Within the data that follows, set down exactly the lines from the one containing "display:flex; gap:55px; margin-inline-start:auto;" through the one containing "M560,701L752,762L1129,876", both ends included.
+++ Records to process +++
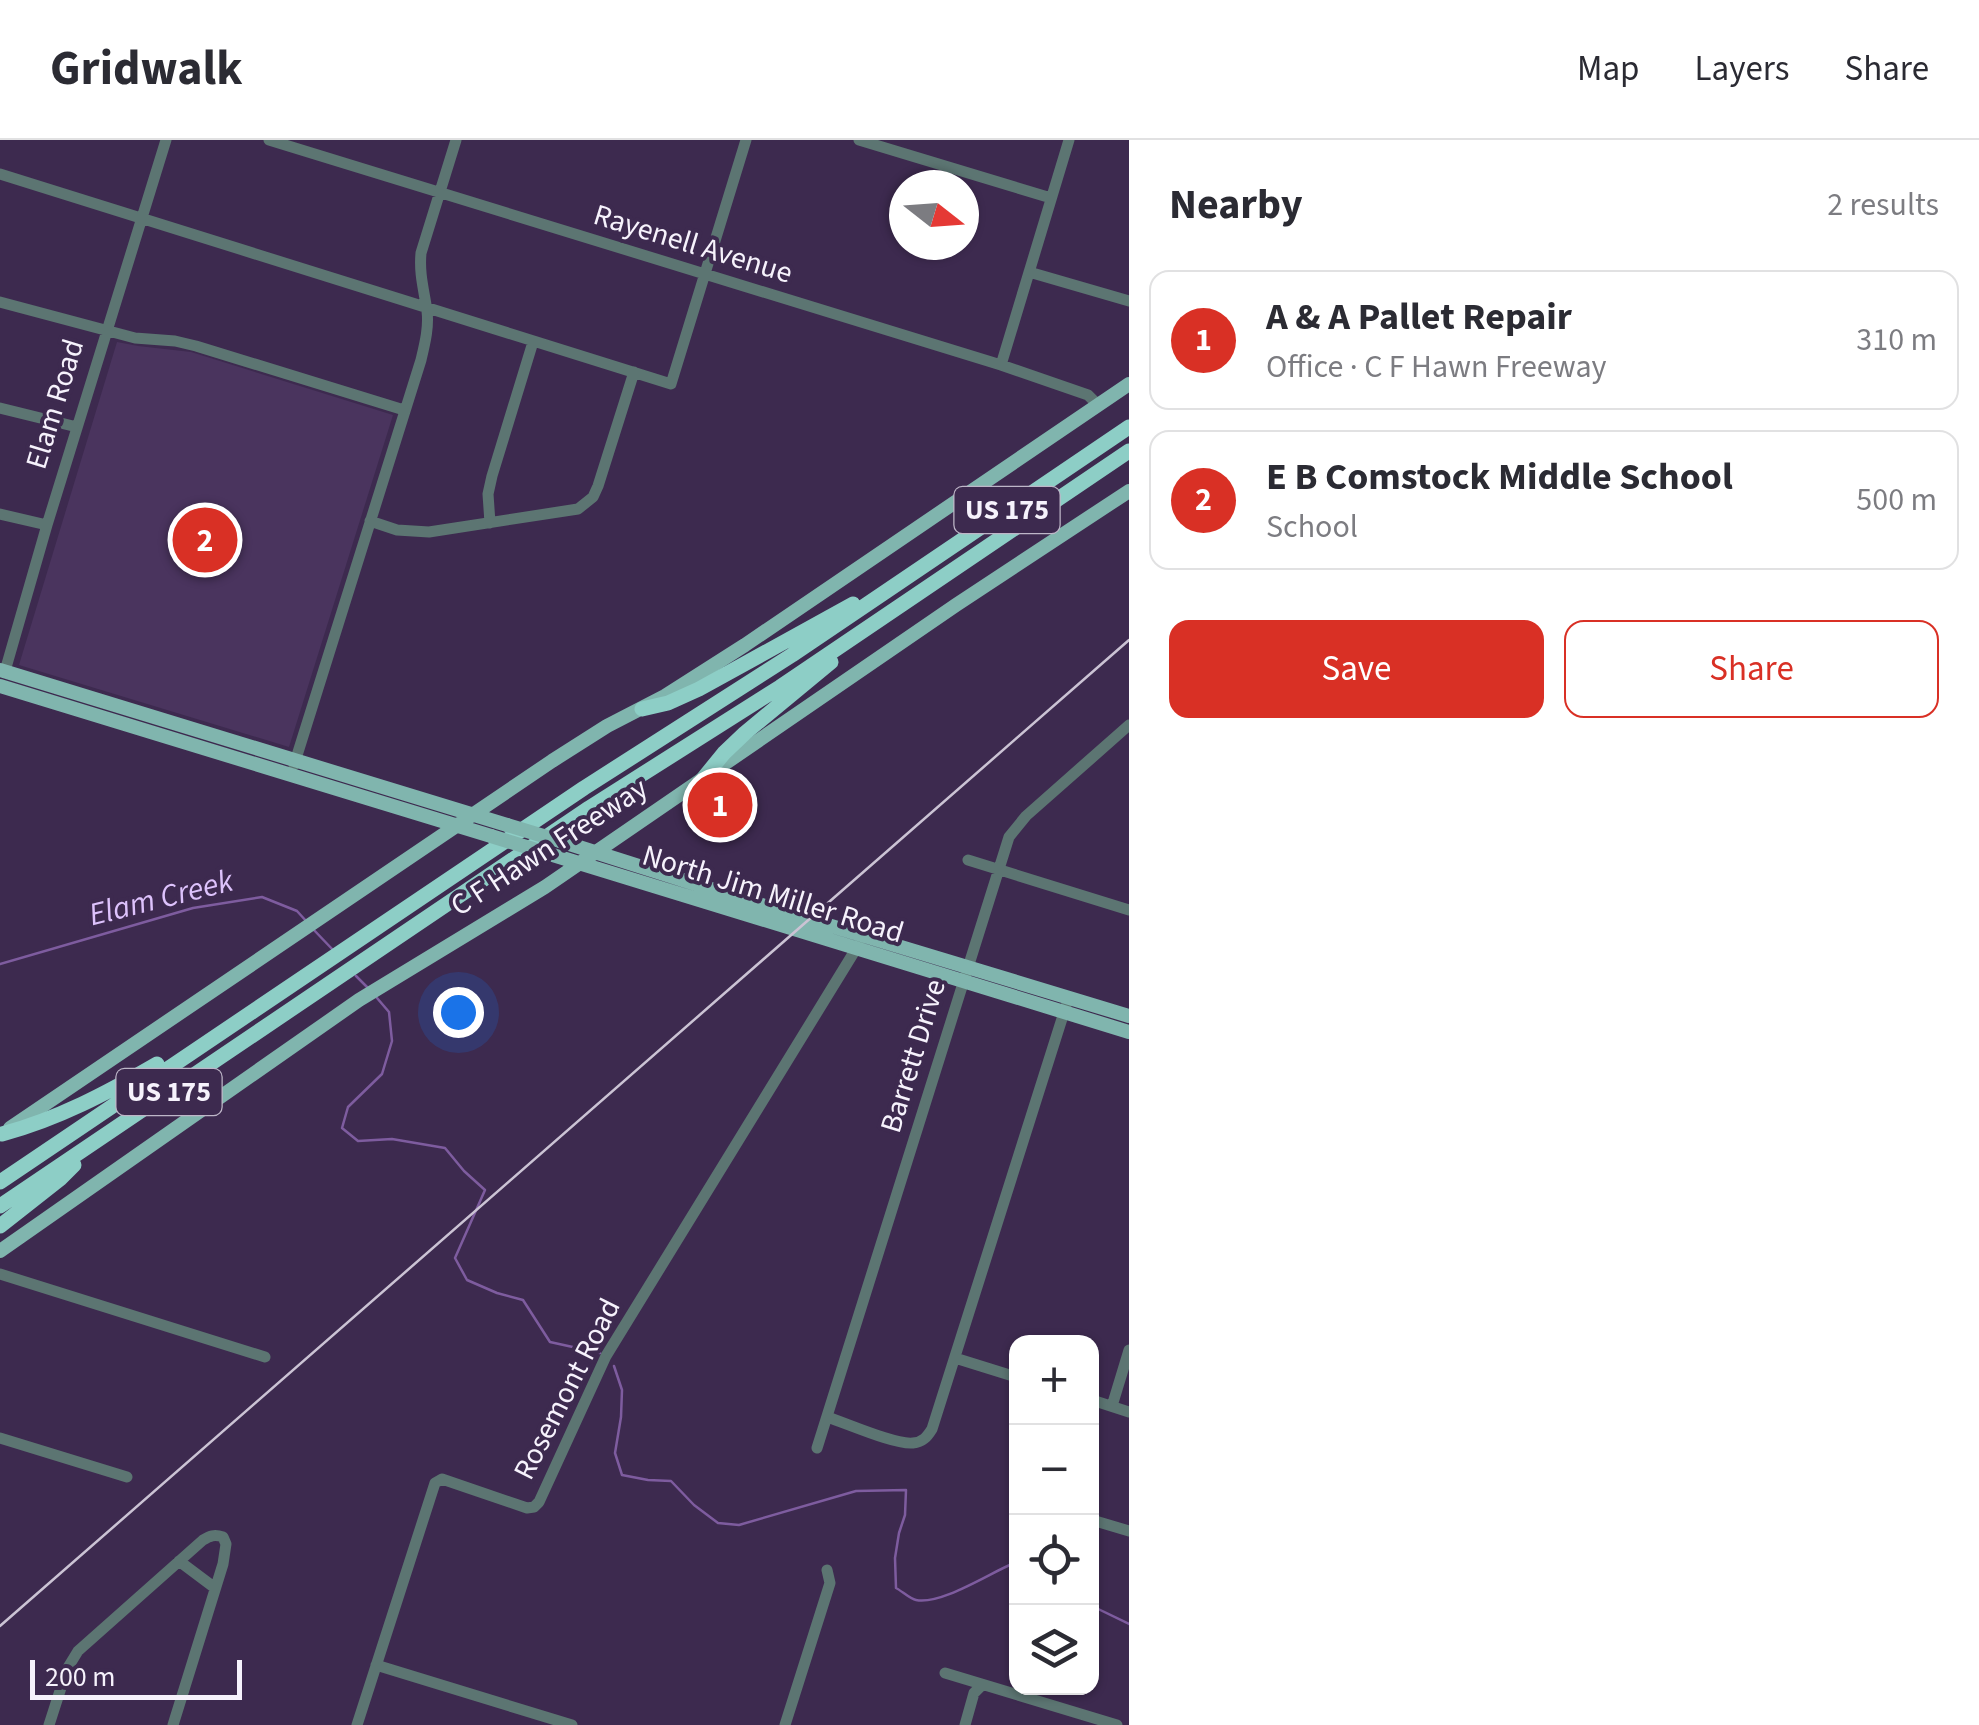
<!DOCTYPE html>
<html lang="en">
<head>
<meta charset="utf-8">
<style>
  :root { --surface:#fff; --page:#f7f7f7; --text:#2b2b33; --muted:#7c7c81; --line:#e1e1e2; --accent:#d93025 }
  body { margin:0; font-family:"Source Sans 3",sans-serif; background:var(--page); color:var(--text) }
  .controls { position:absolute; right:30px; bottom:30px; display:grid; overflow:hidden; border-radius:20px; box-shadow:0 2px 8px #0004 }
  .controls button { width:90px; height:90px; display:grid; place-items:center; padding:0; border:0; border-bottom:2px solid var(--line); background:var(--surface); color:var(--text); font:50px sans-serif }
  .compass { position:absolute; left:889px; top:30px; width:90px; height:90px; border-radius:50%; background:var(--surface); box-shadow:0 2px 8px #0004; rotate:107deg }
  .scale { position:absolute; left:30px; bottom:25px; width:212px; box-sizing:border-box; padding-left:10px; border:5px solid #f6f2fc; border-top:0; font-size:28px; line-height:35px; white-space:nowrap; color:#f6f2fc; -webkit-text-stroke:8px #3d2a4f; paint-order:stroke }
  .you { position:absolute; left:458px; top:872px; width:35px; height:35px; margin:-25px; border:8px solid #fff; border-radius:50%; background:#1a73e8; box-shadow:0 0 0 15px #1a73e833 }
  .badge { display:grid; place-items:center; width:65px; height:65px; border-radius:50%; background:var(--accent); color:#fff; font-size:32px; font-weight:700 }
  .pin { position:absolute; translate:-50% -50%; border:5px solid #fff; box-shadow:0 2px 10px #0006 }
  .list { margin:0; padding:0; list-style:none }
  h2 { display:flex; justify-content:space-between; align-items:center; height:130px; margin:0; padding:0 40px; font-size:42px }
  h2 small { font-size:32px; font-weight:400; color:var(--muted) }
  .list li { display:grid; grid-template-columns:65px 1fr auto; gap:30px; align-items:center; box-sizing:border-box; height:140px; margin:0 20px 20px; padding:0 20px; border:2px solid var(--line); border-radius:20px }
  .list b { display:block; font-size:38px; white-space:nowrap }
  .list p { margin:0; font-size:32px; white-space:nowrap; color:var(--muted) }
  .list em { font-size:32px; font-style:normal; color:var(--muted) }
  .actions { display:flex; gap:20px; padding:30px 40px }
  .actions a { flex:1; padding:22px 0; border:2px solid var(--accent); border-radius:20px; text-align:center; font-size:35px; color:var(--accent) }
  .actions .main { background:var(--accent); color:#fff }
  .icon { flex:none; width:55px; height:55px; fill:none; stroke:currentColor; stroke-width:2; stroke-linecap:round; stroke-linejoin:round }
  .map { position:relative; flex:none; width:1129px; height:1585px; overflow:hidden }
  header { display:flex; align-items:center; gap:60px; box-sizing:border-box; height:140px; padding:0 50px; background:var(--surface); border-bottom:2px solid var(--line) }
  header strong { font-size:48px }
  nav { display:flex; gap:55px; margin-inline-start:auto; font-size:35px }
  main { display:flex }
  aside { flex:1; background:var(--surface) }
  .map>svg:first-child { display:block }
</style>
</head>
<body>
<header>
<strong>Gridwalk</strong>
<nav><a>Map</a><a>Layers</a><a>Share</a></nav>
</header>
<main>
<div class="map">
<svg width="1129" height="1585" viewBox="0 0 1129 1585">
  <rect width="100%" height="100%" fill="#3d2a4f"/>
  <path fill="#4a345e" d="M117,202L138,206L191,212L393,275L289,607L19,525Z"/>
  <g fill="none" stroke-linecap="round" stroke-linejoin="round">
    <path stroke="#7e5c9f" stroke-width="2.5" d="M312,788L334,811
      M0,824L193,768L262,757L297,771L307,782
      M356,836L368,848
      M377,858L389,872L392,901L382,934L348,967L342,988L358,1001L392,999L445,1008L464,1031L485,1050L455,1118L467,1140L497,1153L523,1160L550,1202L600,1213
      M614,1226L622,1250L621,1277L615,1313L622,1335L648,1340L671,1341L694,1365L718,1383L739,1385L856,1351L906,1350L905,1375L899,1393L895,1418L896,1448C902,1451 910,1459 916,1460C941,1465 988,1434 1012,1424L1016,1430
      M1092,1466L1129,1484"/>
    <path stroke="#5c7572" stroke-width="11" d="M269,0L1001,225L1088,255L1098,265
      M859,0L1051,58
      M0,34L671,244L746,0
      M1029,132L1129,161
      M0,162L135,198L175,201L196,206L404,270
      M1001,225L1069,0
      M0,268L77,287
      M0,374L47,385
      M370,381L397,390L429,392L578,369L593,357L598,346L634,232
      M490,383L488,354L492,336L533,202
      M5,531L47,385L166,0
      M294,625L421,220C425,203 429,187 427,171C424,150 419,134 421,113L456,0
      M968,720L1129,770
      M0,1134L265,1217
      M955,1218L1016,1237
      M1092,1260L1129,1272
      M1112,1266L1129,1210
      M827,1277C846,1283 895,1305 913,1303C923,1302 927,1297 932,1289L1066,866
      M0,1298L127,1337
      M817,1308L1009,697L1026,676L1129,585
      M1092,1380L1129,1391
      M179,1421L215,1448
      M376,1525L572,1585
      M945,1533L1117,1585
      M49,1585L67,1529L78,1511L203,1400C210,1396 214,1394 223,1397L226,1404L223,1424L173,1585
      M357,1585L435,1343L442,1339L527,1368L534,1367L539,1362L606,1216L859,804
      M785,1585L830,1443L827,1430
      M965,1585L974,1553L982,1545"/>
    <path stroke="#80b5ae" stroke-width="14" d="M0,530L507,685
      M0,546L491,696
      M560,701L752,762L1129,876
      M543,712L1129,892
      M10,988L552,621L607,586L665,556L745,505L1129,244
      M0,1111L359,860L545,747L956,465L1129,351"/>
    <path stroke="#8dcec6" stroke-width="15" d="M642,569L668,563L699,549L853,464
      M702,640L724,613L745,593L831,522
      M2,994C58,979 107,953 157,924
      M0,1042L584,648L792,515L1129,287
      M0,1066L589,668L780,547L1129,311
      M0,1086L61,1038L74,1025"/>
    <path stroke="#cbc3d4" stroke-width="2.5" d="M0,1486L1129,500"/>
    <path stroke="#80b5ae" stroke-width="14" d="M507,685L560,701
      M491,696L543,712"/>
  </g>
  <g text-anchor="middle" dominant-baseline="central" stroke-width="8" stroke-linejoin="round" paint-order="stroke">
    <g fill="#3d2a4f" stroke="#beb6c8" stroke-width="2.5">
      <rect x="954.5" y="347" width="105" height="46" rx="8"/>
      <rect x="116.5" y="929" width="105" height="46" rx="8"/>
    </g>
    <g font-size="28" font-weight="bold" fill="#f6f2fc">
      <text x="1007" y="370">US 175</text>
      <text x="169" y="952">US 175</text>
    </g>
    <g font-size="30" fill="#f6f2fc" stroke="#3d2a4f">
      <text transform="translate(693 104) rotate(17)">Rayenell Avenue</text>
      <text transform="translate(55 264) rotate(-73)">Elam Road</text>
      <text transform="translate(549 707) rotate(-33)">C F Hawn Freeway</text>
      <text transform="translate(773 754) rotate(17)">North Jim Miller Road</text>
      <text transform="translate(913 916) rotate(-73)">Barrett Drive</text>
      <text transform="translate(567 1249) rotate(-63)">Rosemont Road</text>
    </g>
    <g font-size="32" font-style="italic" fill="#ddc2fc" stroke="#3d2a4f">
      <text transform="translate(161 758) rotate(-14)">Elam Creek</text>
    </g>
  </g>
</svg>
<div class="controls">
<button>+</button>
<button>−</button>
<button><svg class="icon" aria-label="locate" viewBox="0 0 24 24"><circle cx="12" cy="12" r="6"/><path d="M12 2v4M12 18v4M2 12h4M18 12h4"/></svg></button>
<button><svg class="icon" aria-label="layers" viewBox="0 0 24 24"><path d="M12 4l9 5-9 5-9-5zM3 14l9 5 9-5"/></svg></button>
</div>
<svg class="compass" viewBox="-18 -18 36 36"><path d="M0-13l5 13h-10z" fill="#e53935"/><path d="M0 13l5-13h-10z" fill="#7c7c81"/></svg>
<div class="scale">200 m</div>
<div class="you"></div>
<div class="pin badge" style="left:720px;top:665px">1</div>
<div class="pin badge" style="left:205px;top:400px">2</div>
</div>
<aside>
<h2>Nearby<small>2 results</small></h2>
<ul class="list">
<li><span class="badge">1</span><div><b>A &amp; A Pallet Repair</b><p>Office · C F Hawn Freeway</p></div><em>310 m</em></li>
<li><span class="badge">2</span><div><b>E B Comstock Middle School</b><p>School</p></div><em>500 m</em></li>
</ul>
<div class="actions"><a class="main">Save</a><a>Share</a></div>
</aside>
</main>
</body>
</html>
+++
**Solution to this exercise**
  nav { display:flex; gap:55px; margin-inline-start:auto; font-size:35px }
  main { display:flex }
  aside { flex:1; background:var(--surface) }
  .map>svg:first-child { display:block }
</style>
</head>
<body>
<header>
<strong>Gridwalk</strong>
<nav><a>Map</a><a>Layers</a><a>Share</a></nav>
</header>
<main>
<div class="map">
<svg width="1129" height="1585" viewBox="0 0 1129 1585">
  <rect width="100%" height="100%" fill="#3d2a4f"/>
  <path fill="#4a345e" d="M117,202L138,206L191,212L393,275L289,607L19,525Z"/>
  <g fill="none" stroke-linecap="round" stroke-linejoin="round">
    <path stroke="#7e5c9f" stroke-width="2.5" d="M312,788L334,811
      M0,824L193,768L262,757L297,771L307,782
      M356,836L368,848
      M377,858L389,872L392,901L382,934L348,967L342,988L358,1001L392,999L445,1008L464,1031L485,1050L455,1118L467,1140L497,1153L523,1160L550,1202L600,1213
      M614,1226L622,1250L621,1277L615,1313L622,1335L648,1340L671,1341L694,1365L718,1383L739,1385L856,1351L906,1350L905,1375L899,1393L895,1418L896,1448C902,1451 910,1459 916,1460C941,1465 988,1434 1012,1424L1016,1430
      M1092,1466L1129,1484"/>
    <path stroke="#5c7572" stroke-width="11" d="M269,0L1001,225L1088,255L1098,265
      M859,0L1051,58
      M0,34L671,244L746,0
      M1029,132L1129,161
      M0,162L135,198L175,201L196,206L404,270
      M1001,225L1069,0
      M0,268L77,287
      M0,374L47,385
      M370,381L397,390L429,392L578,369L593,357L598,346L634,232
      M490,383L488,354L492,336L533,202
      M5,531L47,385L166,0
      M294,625L421,220C425,203 429,187 427,171C424,150 419,134 421,113L456,0
      M968,720L1129,770
      M0,1134L265,1217
      M955,1218L1016,1237
      M1092,1260L1129,1272
      M1112,1266L1129,1210
      M827,1277C846,1283 895,1305 913,1303C923,1302 927,1297 932,1289L1066,866
      M0,1298L127,1337
      M817,1308L1009,697L1026,676L1129,585
      M1092,1380L1129,1391
      M179,1421L215,1448
      M376,1525L572,1585
      M945,1533L1117,1585
      M49,1585L67,1529L78,1511L203,1400C210,1396 214,1394 223,1397L226,1404L223,1424L173,1585
      M357,1585L435,1343L442,1339L527,1368L534,1367L539,1362L606,1216L859,804
      M785,1585L830,1443L827,1430
      M965,1585L974,1553L982,1545"/>
    <path stroke="#80b5ae" stroke-width="14" d="M0,530L507,685
      M0,546L491,696
      M560,701L752,762L1129,876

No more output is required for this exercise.